Poczekałem aż odtaje i wieczorem poskładałem.
Te mega wqr.. gdzie są śrubki do wieszaka, bo LG ma M6 a Samsung większe.
No ale znalazłem.
Ale tak.
Po włączeniu jeszcze na kanapie, sprawdzenie czy żyje. Powitała biała plansza z ciemnymi pionowymi pasami i webOS logo. No tak, mało pionowych stref to są ciemne pasy niedoświetlone.
Potem się przyciemnił w trybie pierwszego uruchomienia i już ok. No dobra składamy i wieszamy.
Uruchomiłem z BD Samsunga H6500 film Riddick.
Kolory, nasycenie super, czerń piekielnie głęboka.
Ta czerń jest tak głęboka, że jest aż jest zero szczegółów w ciemnych polach. I to nie tylko w Riddiku, inne filmy z HBO włączyłem i brak szczegółów np. na czarnej marynarce, na czarnych włosach, to jakby czarną smołą zalali, itp.

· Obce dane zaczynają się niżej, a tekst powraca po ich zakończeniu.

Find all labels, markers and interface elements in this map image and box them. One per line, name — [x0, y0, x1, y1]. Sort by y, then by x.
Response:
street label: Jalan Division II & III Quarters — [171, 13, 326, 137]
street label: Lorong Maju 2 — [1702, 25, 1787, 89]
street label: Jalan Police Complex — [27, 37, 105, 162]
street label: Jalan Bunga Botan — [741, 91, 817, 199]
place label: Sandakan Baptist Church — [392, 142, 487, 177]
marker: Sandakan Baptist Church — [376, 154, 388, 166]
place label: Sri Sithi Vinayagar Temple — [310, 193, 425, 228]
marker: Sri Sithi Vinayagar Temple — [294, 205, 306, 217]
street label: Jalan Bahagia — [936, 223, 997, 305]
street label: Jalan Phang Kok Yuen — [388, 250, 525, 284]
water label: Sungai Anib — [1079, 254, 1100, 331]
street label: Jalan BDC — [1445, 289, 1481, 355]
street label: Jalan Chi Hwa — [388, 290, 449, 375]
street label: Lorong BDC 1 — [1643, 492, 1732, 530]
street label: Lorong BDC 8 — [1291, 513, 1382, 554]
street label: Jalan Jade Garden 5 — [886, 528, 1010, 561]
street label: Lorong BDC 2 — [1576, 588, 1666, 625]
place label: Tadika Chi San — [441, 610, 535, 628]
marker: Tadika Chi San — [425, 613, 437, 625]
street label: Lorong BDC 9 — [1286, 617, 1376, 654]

Brakuje właśnie tutaj te kilka tysięcy różnicy kontrastu w stosunku do Samsunga. Kombinowałem z jasnością, dziwnymi trybami obrazu. HDR ale jakoś nie udaje się. Pole czarne oznacza wygaszenie i zero szczegółów. Jak z jasnością za wysoko pojechałem to szaro-jasno się zrobiło.
To wygaszenie - trzeba się właśnie przyzwyczaić, bo to nie tylko przy specyficznych warunkach typu ciemne to i jeździsz myszką po ekranie, to widać plamę jasną. Na filmach właśnie też, na przykład wskakuje moment gdzie dolny pas ekranu jest ciemny ale widzisz wszystkie szczegóły, a tu nagle TV stwierdza że przygasi ten fragment jeszcze bardziej i już czerń smolasta bez jakichkolwiek szczegółów.

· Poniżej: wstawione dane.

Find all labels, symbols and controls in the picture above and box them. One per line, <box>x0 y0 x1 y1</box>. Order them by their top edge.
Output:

Sam system, pięknie szybko działa. Rozpoznawanie mowy jest extra nawet jak głośno kino gra. Menu szybkie, Youtube wręcz zapinka, dema 4k z jutuba piękne (tak nawiasem, na TV te dema inaczej działają i nie ma przycinania pasma czy jednak dalej jest i poszukać dem lepszych?).

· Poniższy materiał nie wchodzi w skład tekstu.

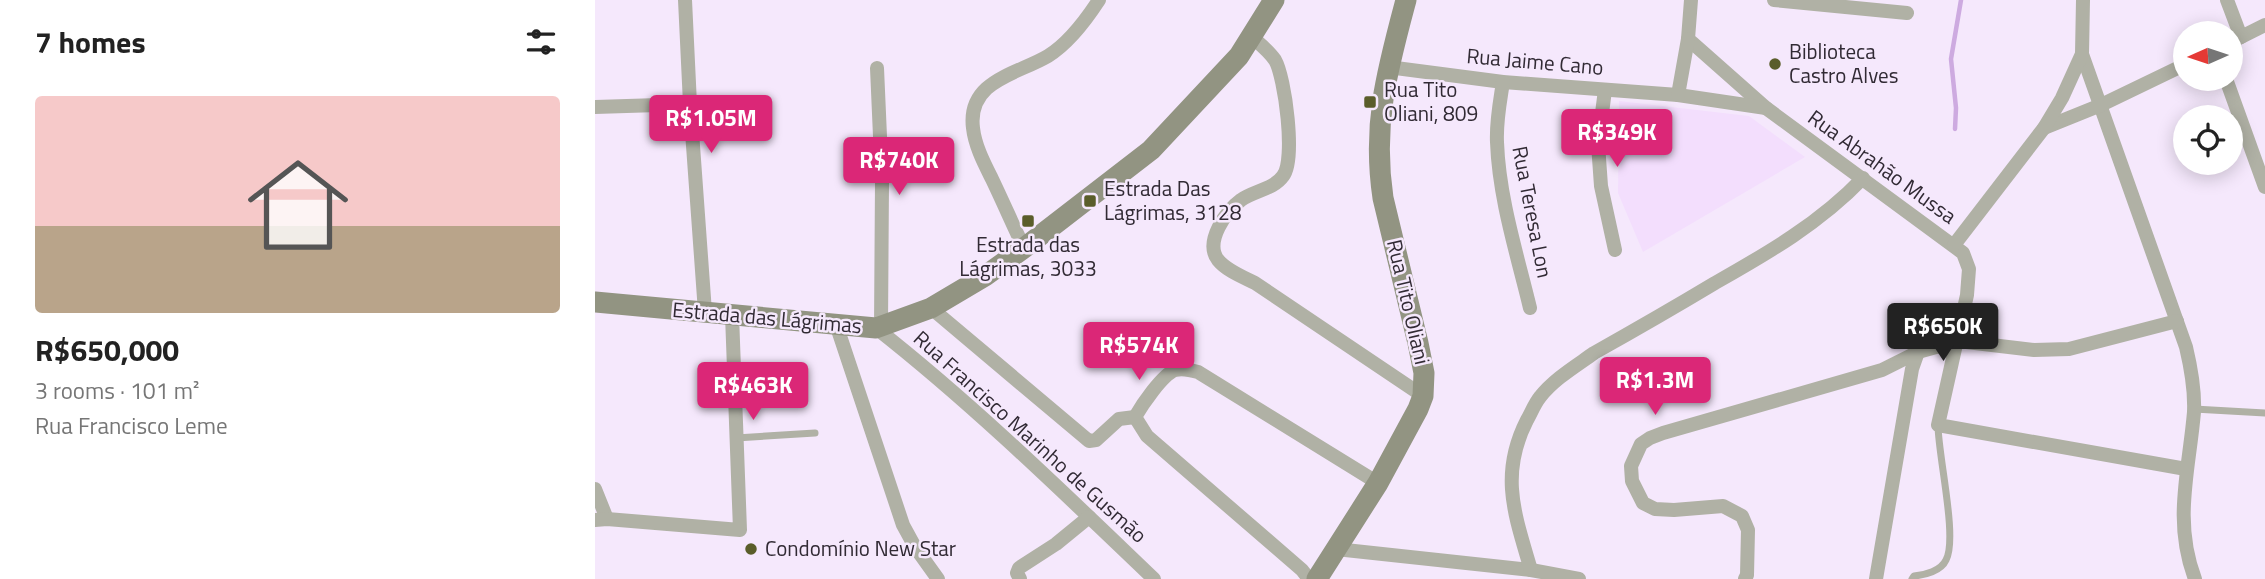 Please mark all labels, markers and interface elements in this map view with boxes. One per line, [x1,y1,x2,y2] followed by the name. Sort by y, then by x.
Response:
[35,19,146,65] text: 7 homes
[2173,21,2243,91] north arrow
[2173,21,2243,175] map controls
[522,23,560,61] icon: filters
[1789,35,1899,91] place label: Biblioteca Castro Alves
[1465,39,1605,83] street label: Rua Jaime Cano
[1767,56,1783,72] marker: Biblioteca Castro Alves
[1384,73,1478,129] place label: Rua Tito Oliani, 809
[1362,94,1378,110] marker: Rua Tito Oliani, 809
[646,96,776,155] pin: R$1.05M
[665,100,757,135] text: R$1.05M
[1802,101,1964,231] street label: Rua Abrahão Mussa
[2173,105,2243,175] button: locate
[1560,110,1674,169] pin: R$349K
[1577,114,1657,149] text: R$349K
[842,138,956,197] pin: R$740K
[235,142,361,268] icon: home
[859,142,939,177] text: R$740K
[1505,143,1561,281] street label: Rua Teresa Lon
[1104,172,1242,228] place label: Estrada Das Lágrimas, 3128
[1082,193,1098,209] marker: Estrada Das Lágrimas, 3128
[1020,213,1036,229] marker: Estrada das Lágrimas, 3033
[959,228,1097,284] place label: Estrada das Lágrimas, 3033
[1379,236,1439,368] street label: Rua Tito Oliani
[671,293,863,341] street label: Estrada das Lágrimas
[1886,304,2000,363] pin: R$650K
[1903,308,1983,343] text: R$650K
[907,322,1155,550] street label: Rua Francisco Marinho de Gusmão
[1082,322,1196,382] pin: R$574K
[35,327,179,373] text: R$650,000
[1099,327,1179,362] text: R$574K
[1598,358,1712,417] pin: R$1.3M
[696,362,810,422] pin: R$463K
[1616,362,1694,397] text: R$1.3M
[713,367,793,402] text: R$463K
[35,373,199,408] text: 3 rooms · 101 m²
[35,408,228,443] text: Rua Francisco Leme
[765,532,956,564] place label: Condomínio New Star
[743,541,759,557] marker: Condomínio New Star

DLNA - ustawiłem ARC, wysyłanie po nim zamiast PCM na auto i nie ma problemu jak na Samsungu że przejście z DTS na DD wiąże się z włażeniem w menu i przestawianiem. Napisy mają polskie znaczki, mogę wybierać ścieżki dźwiękowe. Nie używając DLNA Servio tylko czytając bezpośrednio po katalogach NAS'a już jest mniej pięknie bo napisy mi bez ogonków czytał a nawet jednego filmiku stwierdził ze nie ruszy wcale. No ale to mało istotne. Nie odtwarza też muzyki DTS zakodowanej w VAW ale od tego mam Kodi na QNAP'ie.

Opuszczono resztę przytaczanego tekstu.